▶ _WHAT IS EXPECTED_: Each line of the listing where the string "scale" appears is to be identified and copied.
AVAILABLE RECORDS Start Marker
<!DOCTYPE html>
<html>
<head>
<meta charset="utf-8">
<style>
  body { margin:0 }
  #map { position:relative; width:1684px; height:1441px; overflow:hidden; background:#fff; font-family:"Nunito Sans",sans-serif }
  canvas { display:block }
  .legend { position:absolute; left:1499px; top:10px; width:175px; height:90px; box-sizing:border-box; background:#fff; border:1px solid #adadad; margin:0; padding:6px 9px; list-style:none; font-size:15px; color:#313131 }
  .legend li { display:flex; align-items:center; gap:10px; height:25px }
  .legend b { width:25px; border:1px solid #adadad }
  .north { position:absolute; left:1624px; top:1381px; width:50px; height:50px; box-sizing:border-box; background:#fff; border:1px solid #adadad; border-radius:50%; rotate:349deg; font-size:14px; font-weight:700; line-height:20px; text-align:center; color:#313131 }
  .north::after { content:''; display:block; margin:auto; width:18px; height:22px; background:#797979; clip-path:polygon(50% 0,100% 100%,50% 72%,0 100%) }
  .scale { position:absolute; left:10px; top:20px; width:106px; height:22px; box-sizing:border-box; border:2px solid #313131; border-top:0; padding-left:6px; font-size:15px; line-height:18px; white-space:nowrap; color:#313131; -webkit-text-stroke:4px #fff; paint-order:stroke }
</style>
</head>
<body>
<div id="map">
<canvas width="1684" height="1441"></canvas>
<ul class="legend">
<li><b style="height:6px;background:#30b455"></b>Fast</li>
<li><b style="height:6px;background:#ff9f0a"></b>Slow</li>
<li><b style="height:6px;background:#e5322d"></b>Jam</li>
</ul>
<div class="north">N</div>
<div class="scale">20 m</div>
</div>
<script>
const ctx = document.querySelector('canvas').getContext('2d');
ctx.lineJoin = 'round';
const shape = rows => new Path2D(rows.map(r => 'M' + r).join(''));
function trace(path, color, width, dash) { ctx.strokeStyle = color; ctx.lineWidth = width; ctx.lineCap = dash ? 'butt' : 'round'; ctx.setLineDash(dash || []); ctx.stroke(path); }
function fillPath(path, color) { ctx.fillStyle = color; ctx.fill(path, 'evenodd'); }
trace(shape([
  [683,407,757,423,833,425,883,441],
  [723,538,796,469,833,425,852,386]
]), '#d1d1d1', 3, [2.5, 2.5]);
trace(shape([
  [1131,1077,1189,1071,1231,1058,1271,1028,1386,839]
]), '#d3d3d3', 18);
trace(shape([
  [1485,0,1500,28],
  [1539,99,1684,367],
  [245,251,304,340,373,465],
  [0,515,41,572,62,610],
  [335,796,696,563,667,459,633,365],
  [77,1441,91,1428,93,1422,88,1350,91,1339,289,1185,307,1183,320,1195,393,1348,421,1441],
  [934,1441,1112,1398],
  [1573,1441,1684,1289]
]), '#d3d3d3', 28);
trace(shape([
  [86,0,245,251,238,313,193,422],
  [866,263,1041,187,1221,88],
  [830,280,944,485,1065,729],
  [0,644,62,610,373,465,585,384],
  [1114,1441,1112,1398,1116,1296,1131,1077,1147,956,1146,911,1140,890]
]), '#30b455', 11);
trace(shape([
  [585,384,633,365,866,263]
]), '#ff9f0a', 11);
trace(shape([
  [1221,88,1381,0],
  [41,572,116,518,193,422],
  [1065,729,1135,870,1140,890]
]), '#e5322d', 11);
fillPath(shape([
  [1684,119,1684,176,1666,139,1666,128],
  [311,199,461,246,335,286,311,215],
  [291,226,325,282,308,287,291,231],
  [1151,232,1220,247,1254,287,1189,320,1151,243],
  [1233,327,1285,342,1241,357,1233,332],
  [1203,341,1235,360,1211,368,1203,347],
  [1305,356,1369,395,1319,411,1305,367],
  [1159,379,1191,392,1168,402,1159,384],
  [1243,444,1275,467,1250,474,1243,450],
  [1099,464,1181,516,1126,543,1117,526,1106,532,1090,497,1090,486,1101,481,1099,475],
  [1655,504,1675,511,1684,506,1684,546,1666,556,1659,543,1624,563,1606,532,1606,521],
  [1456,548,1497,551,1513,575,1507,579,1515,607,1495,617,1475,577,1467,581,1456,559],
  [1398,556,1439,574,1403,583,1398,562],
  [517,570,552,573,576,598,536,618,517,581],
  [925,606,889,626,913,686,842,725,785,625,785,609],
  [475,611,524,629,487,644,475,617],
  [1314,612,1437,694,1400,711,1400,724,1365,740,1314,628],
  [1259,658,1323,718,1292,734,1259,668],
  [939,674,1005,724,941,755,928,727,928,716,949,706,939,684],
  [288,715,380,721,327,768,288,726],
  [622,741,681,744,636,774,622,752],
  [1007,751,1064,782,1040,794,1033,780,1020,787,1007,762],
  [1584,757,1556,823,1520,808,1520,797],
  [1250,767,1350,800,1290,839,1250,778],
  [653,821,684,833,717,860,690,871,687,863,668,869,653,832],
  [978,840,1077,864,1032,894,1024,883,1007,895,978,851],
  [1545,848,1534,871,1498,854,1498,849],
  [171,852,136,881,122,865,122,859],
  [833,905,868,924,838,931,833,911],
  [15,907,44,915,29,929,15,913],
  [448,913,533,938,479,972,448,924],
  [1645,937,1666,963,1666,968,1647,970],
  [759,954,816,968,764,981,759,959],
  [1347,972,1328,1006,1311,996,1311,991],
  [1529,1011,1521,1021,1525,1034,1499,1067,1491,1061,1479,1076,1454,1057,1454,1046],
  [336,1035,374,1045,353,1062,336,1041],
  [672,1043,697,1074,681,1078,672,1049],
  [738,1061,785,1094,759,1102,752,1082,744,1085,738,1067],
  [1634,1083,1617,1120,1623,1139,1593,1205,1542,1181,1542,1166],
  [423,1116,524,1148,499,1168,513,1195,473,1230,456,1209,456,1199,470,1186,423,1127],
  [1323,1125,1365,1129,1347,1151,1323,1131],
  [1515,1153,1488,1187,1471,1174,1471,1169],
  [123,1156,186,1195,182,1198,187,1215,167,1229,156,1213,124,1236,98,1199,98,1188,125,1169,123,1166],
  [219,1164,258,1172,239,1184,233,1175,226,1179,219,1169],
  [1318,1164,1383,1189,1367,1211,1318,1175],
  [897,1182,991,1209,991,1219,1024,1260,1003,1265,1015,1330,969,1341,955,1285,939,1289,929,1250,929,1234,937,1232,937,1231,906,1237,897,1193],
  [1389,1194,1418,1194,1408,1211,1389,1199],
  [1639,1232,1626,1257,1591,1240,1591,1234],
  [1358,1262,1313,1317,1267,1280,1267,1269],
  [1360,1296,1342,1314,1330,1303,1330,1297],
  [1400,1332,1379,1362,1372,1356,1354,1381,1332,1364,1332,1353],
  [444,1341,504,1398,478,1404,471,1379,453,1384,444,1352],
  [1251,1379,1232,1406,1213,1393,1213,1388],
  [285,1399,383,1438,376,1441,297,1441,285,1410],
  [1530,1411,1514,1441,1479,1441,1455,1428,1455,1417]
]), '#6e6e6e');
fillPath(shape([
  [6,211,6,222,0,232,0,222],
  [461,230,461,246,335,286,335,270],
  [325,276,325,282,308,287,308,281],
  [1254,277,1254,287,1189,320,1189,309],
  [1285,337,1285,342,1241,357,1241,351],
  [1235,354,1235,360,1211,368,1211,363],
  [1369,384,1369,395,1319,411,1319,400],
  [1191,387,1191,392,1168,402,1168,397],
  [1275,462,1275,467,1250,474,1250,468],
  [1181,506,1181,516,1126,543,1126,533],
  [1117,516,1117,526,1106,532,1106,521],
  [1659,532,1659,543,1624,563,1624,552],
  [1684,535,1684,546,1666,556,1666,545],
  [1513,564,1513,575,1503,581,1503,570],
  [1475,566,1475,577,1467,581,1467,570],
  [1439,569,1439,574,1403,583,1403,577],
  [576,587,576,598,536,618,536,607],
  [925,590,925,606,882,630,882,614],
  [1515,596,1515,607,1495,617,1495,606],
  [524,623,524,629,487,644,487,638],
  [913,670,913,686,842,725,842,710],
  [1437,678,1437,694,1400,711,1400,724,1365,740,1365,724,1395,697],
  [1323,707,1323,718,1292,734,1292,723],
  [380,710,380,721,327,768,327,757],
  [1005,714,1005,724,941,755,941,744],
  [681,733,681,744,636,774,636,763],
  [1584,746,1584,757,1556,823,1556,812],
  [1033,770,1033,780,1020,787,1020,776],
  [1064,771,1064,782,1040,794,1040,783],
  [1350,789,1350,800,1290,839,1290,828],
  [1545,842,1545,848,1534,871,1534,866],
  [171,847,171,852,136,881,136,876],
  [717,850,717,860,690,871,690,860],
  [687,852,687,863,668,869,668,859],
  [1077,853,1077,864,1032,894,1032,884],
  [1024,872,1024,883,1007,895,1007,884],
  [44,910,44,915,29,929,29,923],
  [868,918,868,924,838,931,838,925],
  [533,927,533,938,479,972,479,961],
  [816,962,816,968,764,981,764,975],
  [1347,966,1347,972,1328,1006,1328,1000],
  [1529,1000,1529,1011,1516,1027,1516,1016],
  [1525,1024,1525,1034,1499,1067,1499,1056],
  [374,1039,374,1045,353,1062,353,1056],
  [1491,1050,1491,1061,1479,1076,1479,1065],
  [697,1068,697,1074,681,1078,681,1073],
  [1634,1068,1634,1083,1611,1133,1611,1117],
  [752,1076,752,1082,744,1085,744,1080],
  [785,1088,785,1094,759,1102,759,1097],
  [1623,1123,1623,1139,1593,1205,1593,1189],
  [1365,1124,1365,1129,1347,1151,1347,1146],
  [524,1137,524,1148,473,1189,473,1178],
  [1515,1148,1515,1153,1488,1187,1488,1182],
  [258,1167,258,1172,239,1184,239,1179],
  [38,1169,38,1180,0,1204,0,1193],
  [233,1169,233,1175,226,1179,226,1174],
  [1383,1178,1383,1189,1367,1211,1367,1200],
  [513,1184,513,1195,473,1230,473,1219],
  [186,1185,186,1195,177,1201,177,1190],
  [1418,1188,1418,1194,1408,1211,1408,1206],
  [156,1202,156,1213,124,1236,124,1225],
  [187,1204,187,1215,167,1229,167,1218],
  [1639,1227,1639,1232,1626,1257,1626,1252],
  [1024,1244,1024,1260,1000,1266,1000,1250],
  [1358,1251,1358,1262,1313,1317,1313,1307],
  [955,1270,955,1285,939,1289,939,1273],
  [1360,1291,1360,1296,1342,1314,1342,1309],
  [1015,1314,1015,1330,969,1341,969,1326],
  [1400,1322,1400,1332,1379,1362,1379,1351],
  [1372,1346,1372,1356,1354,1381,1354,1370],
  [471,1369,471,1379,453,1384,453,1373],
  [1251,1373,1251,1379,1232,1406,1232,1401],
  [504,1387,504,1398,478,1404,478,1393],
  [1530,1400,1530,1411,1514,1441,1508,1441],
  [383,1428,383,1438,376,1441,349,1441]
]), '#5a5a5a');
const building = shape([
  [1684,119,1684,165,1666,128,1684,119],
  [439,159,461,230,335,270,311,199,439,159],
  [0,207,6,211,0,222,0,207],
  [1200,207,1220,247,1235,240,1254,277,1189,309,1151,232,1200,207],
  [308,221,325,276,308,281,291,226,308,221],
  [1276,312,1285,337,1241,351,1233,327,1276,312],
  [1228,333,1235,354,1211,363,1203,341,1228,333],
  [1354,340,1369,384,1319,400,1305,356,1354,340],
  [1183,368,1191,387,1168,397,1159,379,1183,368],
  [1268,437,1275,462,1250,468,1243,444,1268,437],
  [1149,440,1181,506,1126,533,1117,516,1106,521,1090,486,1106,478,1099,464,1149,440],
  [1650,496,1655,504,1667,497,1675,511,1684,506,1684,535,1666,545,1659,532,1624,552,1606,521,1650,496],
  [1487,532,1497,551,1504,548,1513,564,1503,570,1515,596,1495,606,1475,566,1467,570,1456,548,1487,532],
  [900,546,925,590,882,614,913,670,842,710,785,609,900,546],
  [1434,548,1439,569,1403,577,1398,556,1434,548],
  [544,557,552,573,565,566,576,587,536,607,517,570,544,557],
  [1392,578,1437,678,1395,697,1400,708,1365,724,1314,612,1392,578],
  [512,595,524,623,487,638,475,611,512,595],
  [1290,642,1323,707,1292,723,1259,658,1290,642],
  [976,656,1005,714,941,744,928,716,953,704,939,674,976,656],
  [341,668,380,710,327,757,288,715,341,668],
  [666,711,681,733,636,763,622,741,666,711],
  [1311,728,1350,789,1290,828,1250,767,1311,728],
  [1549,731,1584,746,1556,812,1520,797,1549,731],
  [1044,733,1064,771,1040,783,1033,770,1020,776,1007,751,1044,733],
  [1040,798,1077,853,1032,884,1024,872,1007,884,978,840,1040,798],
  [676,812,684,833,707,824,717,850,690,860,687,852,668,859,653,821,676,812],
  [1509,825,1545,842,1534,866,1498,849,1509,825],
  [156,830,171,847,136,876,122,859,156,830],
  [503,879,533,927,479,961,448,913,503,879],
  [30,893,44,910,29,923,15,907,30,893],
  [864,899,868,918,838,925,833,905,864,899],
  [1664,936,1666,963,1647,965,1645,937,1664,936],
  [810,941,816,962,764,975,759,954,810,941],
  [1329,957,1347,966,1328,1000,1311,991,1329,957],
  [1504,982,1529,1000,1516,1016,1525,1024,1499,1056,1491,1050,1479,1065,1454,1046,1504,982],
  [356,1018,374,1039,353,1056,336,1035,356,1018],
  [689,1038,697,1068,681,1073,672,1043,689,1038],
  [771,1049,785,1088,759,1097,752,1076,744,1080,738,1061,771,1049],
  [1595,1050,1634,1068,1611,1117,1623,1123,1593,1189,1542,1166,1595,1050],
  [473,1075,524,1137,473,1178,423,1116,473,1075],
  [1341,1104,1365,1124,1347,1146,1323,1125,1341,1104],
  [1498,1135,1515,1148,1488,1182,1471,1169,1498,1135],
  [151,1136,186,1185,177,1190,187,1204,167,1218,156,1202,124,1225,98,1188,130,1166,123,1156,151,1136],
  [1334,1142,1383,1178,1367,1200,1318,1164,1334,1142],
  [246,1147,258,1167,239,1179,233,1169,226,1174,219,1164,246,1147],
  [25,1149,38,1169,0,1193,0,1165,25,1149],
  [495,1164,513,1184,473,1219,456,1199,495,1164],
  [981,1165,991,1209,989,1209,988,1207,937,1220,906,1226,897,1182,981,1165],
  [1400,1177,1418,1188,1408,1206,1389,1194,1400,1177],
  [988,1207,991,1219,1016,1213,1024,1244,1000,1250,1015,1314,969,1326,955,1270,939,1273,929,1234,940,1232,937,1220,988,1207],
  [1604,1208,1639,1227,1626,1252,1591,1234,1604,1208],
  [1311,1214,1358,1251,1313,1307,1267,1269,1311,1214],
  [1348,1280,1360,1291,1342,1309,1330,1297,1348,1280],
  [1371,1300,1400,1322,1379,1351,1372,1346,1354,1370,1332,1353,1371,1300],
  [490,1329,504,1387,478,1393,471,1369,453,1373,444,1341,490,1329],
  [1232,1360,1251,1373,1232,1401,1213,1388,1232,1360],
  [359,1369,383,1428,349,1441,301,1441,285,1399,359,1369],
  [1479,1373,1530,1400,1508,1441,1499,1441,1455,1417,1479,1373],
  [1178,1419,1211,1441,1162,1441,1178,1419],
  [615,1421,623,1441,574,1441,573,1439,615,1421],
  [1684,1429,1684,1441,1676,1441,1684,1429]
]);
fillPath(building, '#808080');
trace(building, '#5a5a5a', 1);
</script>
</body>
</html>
AVAILABLE RECORDS End Marker
▶ _EXERCISE RESPONSE_:
  .scale { position:absolute; left:10px; top:20px; width:106px; height:22px; box-sizing:border-box; border:2px solid #313131; border-top:0; padding-left:6px; font-size:15px; line-height:18px; white-space:nowrap; color:#313131; -webkit-text-stroke:4px #fff; paint-order:stroke }
<div class="scale">20 m</div>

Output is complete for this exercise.